Spanish 19th century metalworker

Plácido Maria Martin Zuloaga y Zuloaga (5 October 1834 – 1 July 1910) was a Spanish sculptor and metalworker. He is known for refining damascening, a technique that involves inlaying gold, silver, and other metals into an iron surface, creating an intricate decorative effect. Zuloaga came from a family of Basque metalworkers. He was the son of damascening pioneer Eusebio Zuloaga, the half-brother of the artist Daniel Zuloaga, and the father of the painter Ignacio Zuloaga. Taking over his father's armaments factory, he adapted it to make art pieces which he exhibited at international fairs, winning multiple awards.
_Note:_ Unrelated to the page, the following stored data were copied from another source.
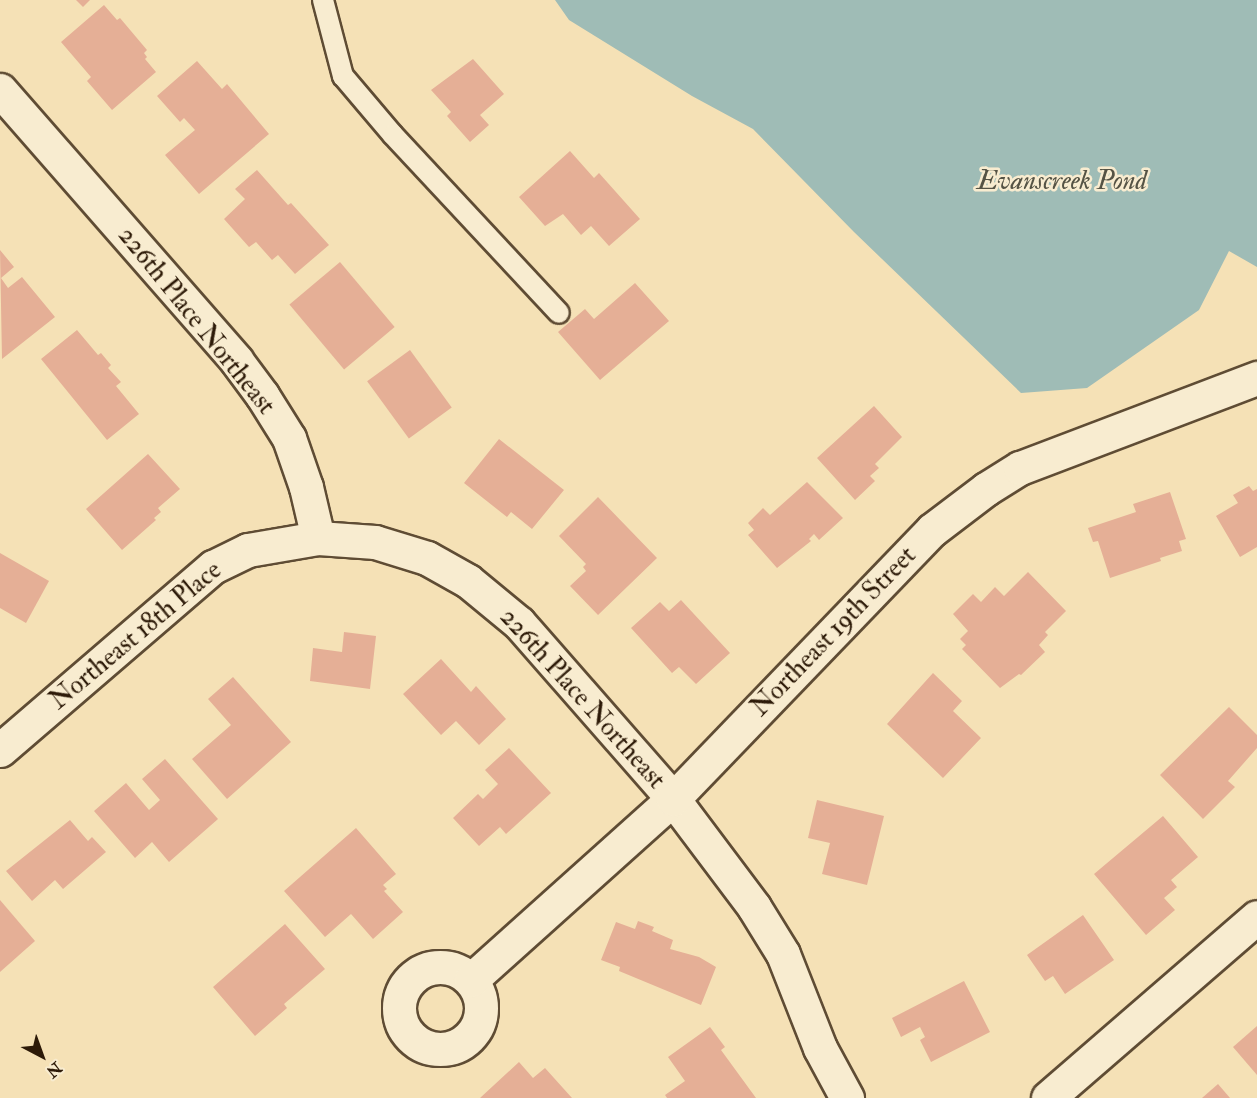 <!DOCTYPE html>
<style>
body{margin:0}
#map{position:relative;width:1257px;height:1098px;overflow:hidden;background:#f5e1b6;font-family:"IM FELL Double Pica",serif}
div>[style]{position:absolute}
.water>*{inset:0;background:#9fbcb6}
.building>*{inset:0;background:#e5af96;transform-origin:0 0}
.roads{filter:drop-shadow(2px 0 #5f4c34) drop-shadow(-2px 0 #5f4c34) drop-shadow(0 2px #5f4c34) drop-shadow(0 -2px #5f4c34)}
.lane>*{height:20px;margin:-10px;padding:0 10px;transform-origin:10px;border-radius:10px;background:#f8ecd0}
.street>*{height:33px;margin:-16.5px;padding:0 16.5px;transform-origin:16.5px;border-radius:16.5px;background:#f8ecd0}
.street>.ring{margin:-16.5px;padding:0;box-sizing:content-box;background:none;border:33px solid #f8ecd0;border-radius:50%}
span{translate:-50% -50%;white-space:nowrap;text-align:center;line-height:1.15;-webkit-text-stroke:5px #f8ecd0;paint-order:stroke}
.street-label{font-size:26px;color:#2d1a08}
.water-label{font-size:27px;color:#555345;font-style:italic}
.north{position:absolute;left:12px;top:1026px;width:60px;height:60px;-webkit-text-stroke:4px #f8ecd0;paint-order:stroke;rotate:139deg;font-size:16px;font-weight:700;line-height:24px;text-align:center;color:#2d1a08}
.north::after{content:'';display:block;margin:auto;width:21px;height:27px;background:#2d1a08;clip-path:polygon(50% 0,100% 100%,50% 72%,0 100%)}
</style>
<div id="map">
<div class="water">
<div style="clip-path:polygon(555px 0,1257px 0,1257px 267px,1229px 251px,1199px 310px,1087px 388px,1021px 393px,854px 232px,753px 129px,692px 96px,569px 20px)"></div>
</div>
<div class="building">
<div style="clip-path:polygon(76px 0,90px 0,83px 7px)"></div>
<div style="clip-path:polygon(104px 5px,117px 20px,120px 18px,147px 50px,144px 53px,147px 57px,145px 59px,156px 72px,112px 110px,87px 81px,91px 77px,61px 42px)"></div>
<div style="clip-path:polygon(473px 59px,504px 94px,480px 115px,489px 125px,470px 142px,447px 116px,451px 112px,431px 90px)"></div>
<div style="clip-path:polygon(197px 61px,222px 89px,227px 84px,269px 134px,199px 194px,165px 155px,195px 130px,184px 118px,180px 122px,157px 96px)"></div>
<div style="clip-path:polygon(570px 151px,594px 178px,599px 173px,640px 219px,609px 246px,591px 226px,581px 235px,563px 214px,545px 226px,519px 197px)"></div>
<div style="clip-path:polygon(257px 170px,288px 205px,291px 203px,329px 245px,295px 274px,278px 255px,272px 260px,256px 242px,249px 247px,224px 219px,245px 199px,235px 189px)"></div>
<div style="clip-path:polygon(0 250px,14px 267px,1px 278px,8px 288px,22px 277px,55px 317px,2px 359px)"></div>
<div style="left:340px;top:262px;width:85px;height:66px;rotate:50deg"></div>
<div style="clip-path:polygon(635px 283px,669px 321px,600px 380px,558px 332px,585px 309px,594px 319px)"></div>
<div style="clip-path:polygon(77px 330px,98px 355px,101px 353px,111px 365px,108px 368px,121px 382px,116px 386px,139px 414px,107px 440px,41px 359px)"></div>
<div style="left:410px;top:350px;width:71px;height:53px;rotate:54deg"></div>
<div style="clip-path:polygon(874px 406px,902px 437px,875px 464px,879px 468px,870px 476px,875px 481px,855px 500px,817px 458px)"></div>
<div style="clip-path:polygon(499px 439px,564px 490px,532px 529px,511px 512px,507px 517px,464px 483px)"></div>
<div style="clip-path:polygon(148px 454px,180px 489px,158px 508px,161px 512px,154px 518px,156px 520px,122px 550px,86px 509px)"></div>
<div style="clip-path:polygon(807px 482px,843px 518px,819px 540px,814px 534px,809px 539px,811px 541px,777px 568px,748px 535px,754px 530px,748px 523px,763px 508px,770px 515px)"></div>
<div style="clip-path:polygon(1249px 486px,1253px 491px,1257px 489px,1257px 547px,1240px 557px,1216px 516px,1238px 503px,1233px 495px)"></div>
<div style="clip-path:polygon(1170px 492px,1186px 539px,1179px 541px,1182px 551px,1160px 558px,1161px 561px,1110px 578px,1098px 541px,1093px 542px,1088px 528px,1136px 512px,1133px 504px)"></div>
<div style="clip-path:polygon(598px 497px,657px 558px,598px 615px,570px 586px,586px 571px,583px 567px,586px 564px,559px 536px)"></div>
<div style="clip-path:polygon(0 553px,49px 581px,26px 623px,0 608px)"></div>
<div style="clip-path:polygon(1028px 572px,1066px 611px,1045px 632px,1048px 635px,1039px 645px,1045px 652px,1021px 675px,1019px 674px,1000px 688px,962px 649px,966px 645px,960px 639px,968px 631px,953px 614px,973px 594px,981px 602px,995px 587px,1004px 596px)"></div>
<div style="clip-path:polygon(681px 600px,730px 653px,696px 684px,679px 667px,672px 673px,631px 628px,660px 602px,669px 611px)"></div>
<div style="clip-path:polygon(344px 632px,376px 636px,370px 689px,310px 681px,313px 648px,342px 652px)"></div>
<div style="clip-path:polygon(441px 659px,471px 692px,476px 686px,506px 719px,479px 745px,456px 721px,441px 735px,403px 694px)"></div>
<div style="clip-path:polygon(933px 673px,962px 701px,953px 711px,981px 738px,943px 778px,887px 724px)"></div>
<div style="clip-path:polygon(233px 677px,291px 742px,227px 799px,192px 759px,231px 725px,208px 699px)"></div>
<div style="clip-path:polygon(1229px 707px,1257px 735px,1257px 748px,1228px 781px,1235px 787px,1203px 819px,1160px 775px)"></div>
<div style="clip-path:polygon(509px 748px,551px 793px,506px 834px,500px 827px,479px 846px,453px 818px,478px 794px,483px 799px,498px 784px,485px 770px)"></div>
<div style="clip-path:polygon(165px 759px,218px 819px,169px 862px,152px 842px,135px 858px,94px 811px,126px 783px,149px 810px,160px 800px,142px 779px)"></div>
<div style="clip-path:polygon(817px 800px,884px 816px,867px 885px,822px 874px,830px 843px,808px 838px)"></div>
<div style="clip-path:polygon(1163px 816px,1198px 857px,1171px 880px,1177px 887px,1164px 898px,1175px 910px,1146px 935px,1094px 874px)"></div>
<div style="clip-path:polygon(70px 820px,88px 841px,92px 837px,106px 852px,63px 889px,55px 880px,32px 901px,6px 871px)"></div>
<div style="clip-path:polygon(356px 828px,396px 874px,383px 885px,387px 889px,384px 891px,403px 912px,373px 939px,351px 914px,325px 937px,284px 891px)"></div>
<div style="clip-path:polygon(0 900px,35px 941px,0 972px)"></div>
<div style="clip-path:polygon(1083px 915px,1114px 960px,1065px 994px,1053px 976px,1045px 981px,1027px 955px)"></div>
<div style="clip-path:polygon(638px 921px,654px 927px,652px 931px,673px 940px,670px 949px,699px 957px,716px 967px,701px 1005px,619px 971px,620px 967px,601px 960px,616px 922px,635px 929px)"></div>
<div style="clip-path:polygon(285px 924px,325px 969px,284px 1004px,287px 1008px,255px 1036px,213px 987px)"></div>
<div style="clip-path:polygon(964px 981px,990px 1032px,931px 1062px,920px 1040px,925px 1037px,920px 1027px,901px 1037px,892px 1018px)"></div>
<div style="clip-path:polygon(1257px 1026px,1257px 1075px,1233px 1047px)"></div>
<div style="clip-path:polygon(710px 1027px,725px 1047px,721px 1050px,756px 1098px,667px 1098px,665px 1095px,685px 1081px,668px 1057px)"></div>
<div style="clip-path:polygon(519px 1062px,533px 1078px,545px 1068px,572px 1098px,480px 1098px)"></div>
<div style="clip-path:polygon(1218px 1084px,1230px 1098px,1202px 1098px)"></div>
</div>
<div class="roads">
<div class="lane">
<div style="left:323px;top:0;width:79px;rotate:75.3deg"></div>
<div style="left:343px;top:76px;width:77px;rotate:49.7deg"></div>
<div style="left:393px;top:135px;width:243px;rotate:47deg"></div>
</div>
<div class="street">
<div style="left:0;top:90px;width:359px;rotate:48.8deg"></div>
<div style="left:236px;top:360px;width:44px;rotate:53.4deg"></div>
<div style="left:262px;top:395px;width:51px;rotate:57.9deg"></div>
<div style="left:289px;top:438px;width:52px;rotate:70.9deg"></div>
<div style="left:306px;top:487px;width:52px;rotate:76.8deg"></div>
<div style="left:0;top:750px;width:281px;rotate:-40.7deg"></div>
<div style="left:213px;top:567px;width:39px;rotate:-26deg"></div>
<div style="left:248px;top:550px;width:71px;rotate:-9.7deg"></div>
<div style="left:318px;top:538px;width:57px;rotate:4deg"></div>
<div style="left:375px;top:542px;width:54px;rotate:17.1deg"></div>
<div style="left:427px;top:558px;width:47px;rotate:29.3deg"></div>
<div style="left:468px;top:581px;width:66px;rotate:39.5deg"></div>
<div style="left:519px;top:623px;width:234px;rotate:48.8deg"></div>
<div style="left:673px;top:799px;width:135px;rotate:53.1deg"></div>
<div style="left:754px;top:907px;width:55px;rotate:58.3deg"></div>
<div style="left:783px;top:954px;width:101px;rotate:68.5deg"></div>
<div style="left:820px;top:1048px;width:57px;rotate:61.6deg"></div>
<div class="ring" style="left:399px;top:967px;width:49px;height:49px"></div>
<div style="left:471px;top:980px;width:271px;rotate:-41.9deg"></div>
<div style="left:673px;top:799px;width:373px;rotate:-46.1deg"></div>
<div style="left:932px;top:530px;width:68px;rotate:-37.2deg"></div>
<div style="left:986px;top:489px;width:40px;rotate:-32deg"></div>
<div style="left:1020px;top:468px;width:254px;rotate:-20.8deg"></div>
<div style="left:1048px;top:1098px;width:276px;rotate:-40.9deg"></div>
</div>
</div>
<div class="street-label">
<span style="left:196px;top:321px;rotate:51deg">226th Place Northeast</span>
<span style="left:834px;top:632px;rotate:-46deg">Northeast 19th Street</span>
<span style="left:136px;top:636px;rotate:-40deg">Northeast 18th Place</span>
<span style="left:582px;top:699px;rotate:48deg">226th Place Northeast</span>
</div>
<div class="water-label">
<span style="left:1062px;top:181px">Evanscreek Pond</span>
</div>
<div class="north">N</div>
</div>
His notable works include the altar for the Sanctuary of St. Ignatius at Loyola, the Fonthill Casket (an iron cassone with intricate decoration inside and out), and a monumental sarcophagus for the Prime Minister of Spain, Juan Prim. For twenty years, Zuloaga made works for the English collector Alfred Morrison. Many of those are now in the private collection of the British-Iranian scholar and philanthropist Nasser D. Khalili. Zuloaga trained many other artisans in his workshop, and Eibar continued as a centre of a damascening after his death.

== Early life ==
Plácido Zuloaga was born 5 October 1834 in Madrid to Antonia and Eusebio Zuloaga. He was the brother of Daniel Zuloaga, a painter and ceramic artist. His father was the director of the Spanish Royal Armoury and a pioneer of damascening. The Zuloaga family had been producing armaments at a workshop in Eibar in the Basque country as far back as 1596. Plácido learned in his father's workshop from an early age. At fourteen, he visited Paris where he learned from the armourer Lepage. Then in Dresden he studied under the sculptors Antoine-Louis Barye and Jean-Baptiste Carpeaux.

== Career ==
In 1867 his father let him take over administration of the family factory in Eibar. It is thought that he had already been carrying out his father's commissions for a decade at this point. The workshop's royal commissions ended in 1868 when Queen Isabella II was exiled and Eusebio lost his position in the royal household. Plácido contacted the English art collector Alfred Morrison, heir to a textile fortune, whom he had met at the 1862 International Exhibition in South Kensington, London. Over a twenty-year period, Zuloaga and his workshop worked almost exclusively for Morrison, adapting the factory to make damascened art works rather than armaments.

Damascening involves indenting the iron surface, then pressing fine gold wire and heating the surface so that the gold forms a solid shape. Whereas modern damascening uses acid etching to create the indentations, the Zuloagas did so with hand tools. The younger Zuloaga refined his father's technique for roughening the surface of the iron, adding fine wires of gold and silver, then hammering the wires so that they joined together. Other hand tools were then used to impress designs onto the metal. Zuloaga worked when gold was relatively abundant, and his works make greater use of it than later Spanish damascene. His objects are so delicate they would be damaged by ordinary use as containers. Zuloaga's goal was beauty rather than practical utility. To serve as references for his workshop, he collected sculptures, paintings, and plaster casts of armour pieces. From 1860 to 1890, Zuloaga trained more than 200 artists in damascening.

== Works ==
Zuloaga was skilled in all the techniques used by metalworkers of his time, including forging, relief chiselling, engraving, drawing and enamelling. In order to create his most ambitious works in a reasonable time, he led a team of specialist artisans who carried out his designs, each object being produced by eight to twelve individuals.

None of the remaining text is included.